Office of Massachusetts State Senator Adam Hinds, Boston, MA
As an intern for State Senator Adam Hinds, I have had the unique opportunity to be involved in both statewide affairs and issues affecting the Berkshire communities; and to be involved, learn, and work on issues affecting Williamstown and its neighbors. Additionally, the timing of this internship occurred over the most important stretch of the legislative session as all bills for this year must be passed before July 31st. I witnessed a complex time involving issues of telemedicine and loss of state revenue resulting from the Covid-19 pandemic. I saw the creation of a new state holiday on Juneteenth and a legislative fight for police reform amidst the current fight for racial equity.
With the entire office working remotely, Chief of Staff Stephen Maher and I crafted my internship to involve independent and group work. My main work centered on major research projects including a deep dive into employee ownership structures. For this, I spoke with individuals in California, Colorado, New Jersey, New York, as well as three different businesses owners who operate in the Berkshires. The report and recommendations I made led to an invitation to attend a virtual conference on employee ownership at Rutgers. Other research projects involved homelessness, housing, and police reform. My research needed to balance the economic and political situation in the Berkshires with the innovative ideas happening in other communities. To create actionable recommendations, I had to factor both the ideal end results with the available means.
In addition to research, my days were filled with media reports, summaries of Governor Charlie Baker’s briefings, note taking on a range of meetings, and other small projects. Furthermore, this internship allowed me to form a personal connection with each member and learn from them directly.
This internship reinforced a dream I have had since elementary school of working in government, as I continuously saw the tangible ways good government betters the lives of its citizens. That said, political science is just one way to get there. I want to continue studying economics because of its intersection with public policy. An understanding of this field will lead to better decision-making regarding allocation of available and limited resources in trying to meet great ends.
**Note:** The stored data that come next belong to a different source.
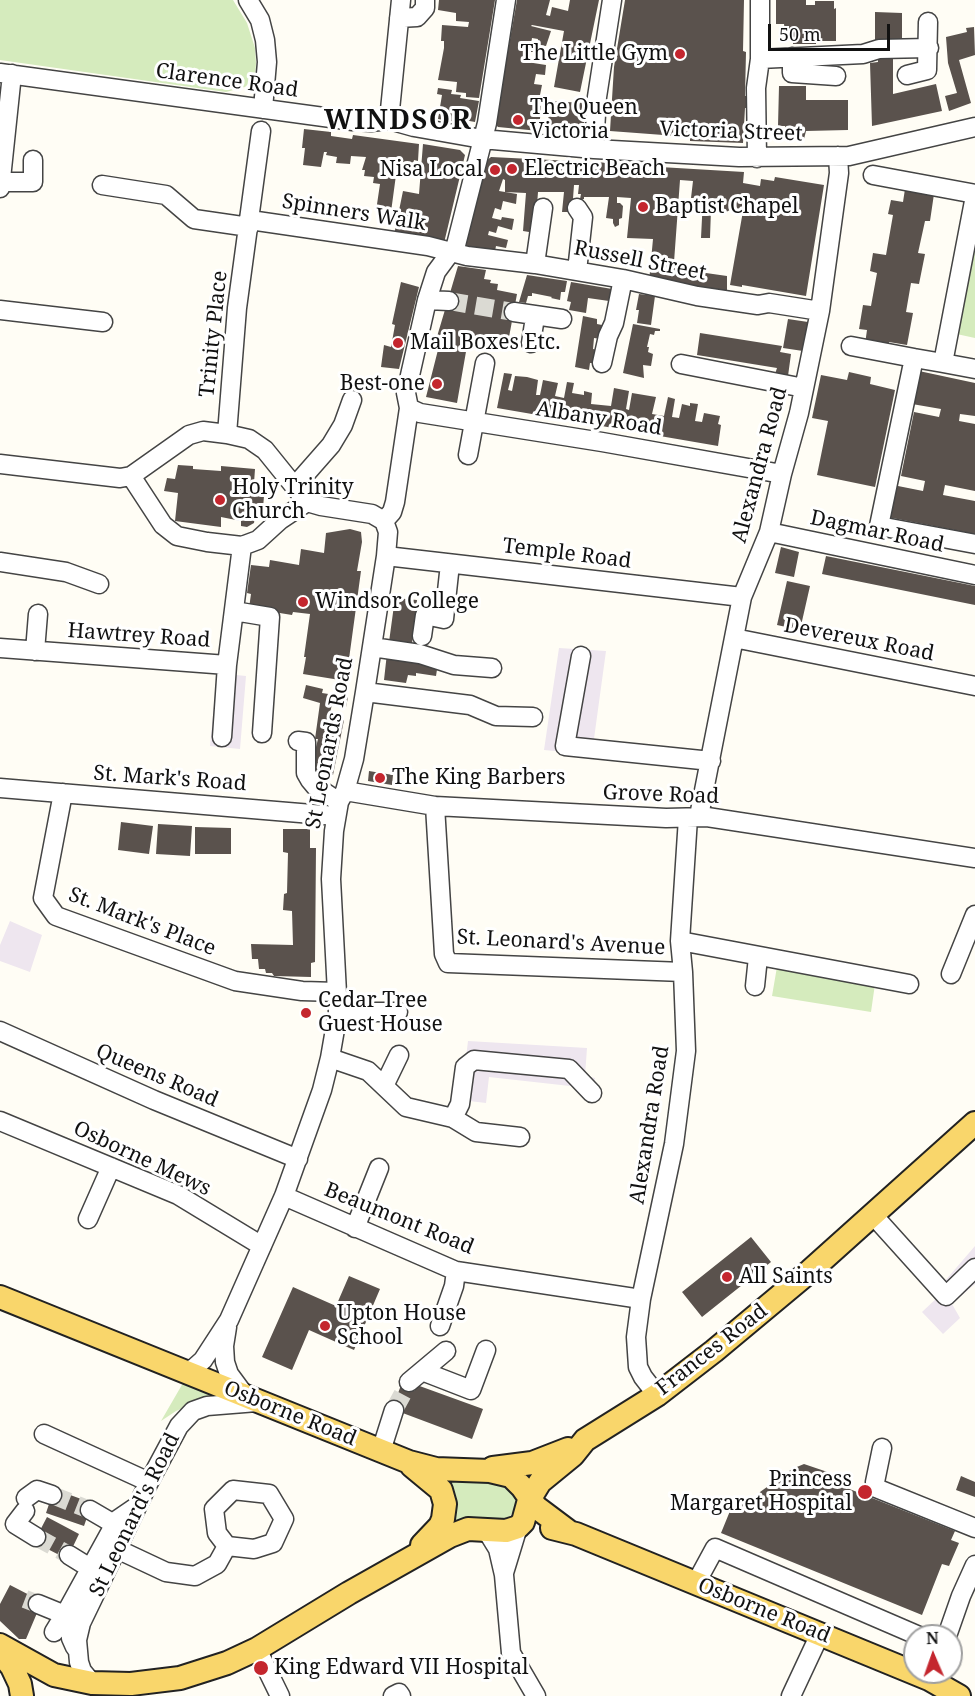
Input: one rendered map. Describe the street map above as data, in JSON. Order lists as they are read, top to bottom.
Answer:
{
  "streets": {
    "main road": ["Frances Road", "Osborne Road"],
    "street": [
      "Clarence Road",
      "Victoria Street",
      "Spinners Walk",
      "Russell Street",
      "Trinity Place",
      "Albany Road",
      "Alexandra Road",
      "Dagmar Road",
      "Temple Road",
      "Hawtrey Road",
      "Devereux Road",
      "St Leonards Road",
      "St. Mark's Road",
      "Grove Road",
      "St. Mark's Place",
      "St. Leonard's Avenue",
      "Queens Road",
      "Osborne Mews",
      "Beaumont Road",
      "St Leonard's Road"
    ]
  },
  "crossings": [
    ["Clarence Road", "Victoria Street"],
    ["Clarence Road", "St Leonards Road"],
    ["Victoria Street", "Alexandra Road"],
    ["Victoria Street", "St Leonards Road"],
    ["Spinners Walk", "Russell Street"],
    ["Spinners Walk", "Trinity Place"],
    ["Spinners Walk", "St Leonards Road"],
    ["Russell Street", "Alexandra Road"],
    ["Russell Street", "St Leonards Road"],
    ["Albany Road", "Alexandra Road"],
    ["Albany Road", "St Leonards Road"],
    ["Alexandra Road", "Dagmar Road"],
    ["Alexandra Road", "Temple Road"],
    ["Alexandra Road", "Devereux Road"],
    ["Alexandra Road", "Grove Road"],
    ["Alexandra Road", "St. Leonard's Avenue"],
    ["Alexandra Road", "Beaumont Road"],
    ["Alexandra Road", "Frances Road"],
    ["Temple Road", "St Leonards Road"],
    ["St Leonards Road", "St. Mark's Road"],
    ["St Leonards Road", "Grove Road"],
    ["St Leonards Road", "St. Mark's Place"],
    ["St Leonards Road", "Queens Road"],
    ["St Leonards Road", "Osborne Mews"],
    ["St Leonards Road", "Beaumont Road"],
    ["St Leonards Road", "Osborne Road"],
    ["St Leonards Road", "St Leonard's Road"],
    ["St. Mark's Road", "Grove Road"],
    ["St. Mark's Road", "St. Mark's Place"],
    ["Grove Road", "St. Leonard's Avenue"],
    ["Frances Road", "Osborne Road"],
    ["Osborne Road", "St Leonard's Road"]
  ],
  "districts": ["WINDSOR"],
  "places": [
    "The Little Gym",
    "The Queen Victoria",
    "Electric Beach",
    "Nisa Local",
    "Baptist Chapel",
    "Mail Boxes Etc.",
    "Best-one",
    "Holy Trinity Church",
    "Windsor College",
    "The King Barbers",
    "Cedar Tree Guest House",
    "All Saints",
    "Upton House School",
    "Princess Margaret Hospital",
    "King Edward VII Hospital"
  ],
  "scale_bar": "50 m",
  "north": "top"
}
My experience and learning would not have been possible without the support of Mr. James Marver ’72. Thank you for allowing students like me to explore and take risks as we navigate our own career path. I would also like to thank the ’68 Center for Career Exploration, and in particular Ms. Dawn Dellea, for organizing this program and helping me think through my options. My work and career will change over my life, but this summer with Senator Adam Hinds, Stephen Maher, and the rest of the staff will continue to be an opportunity that I cherish.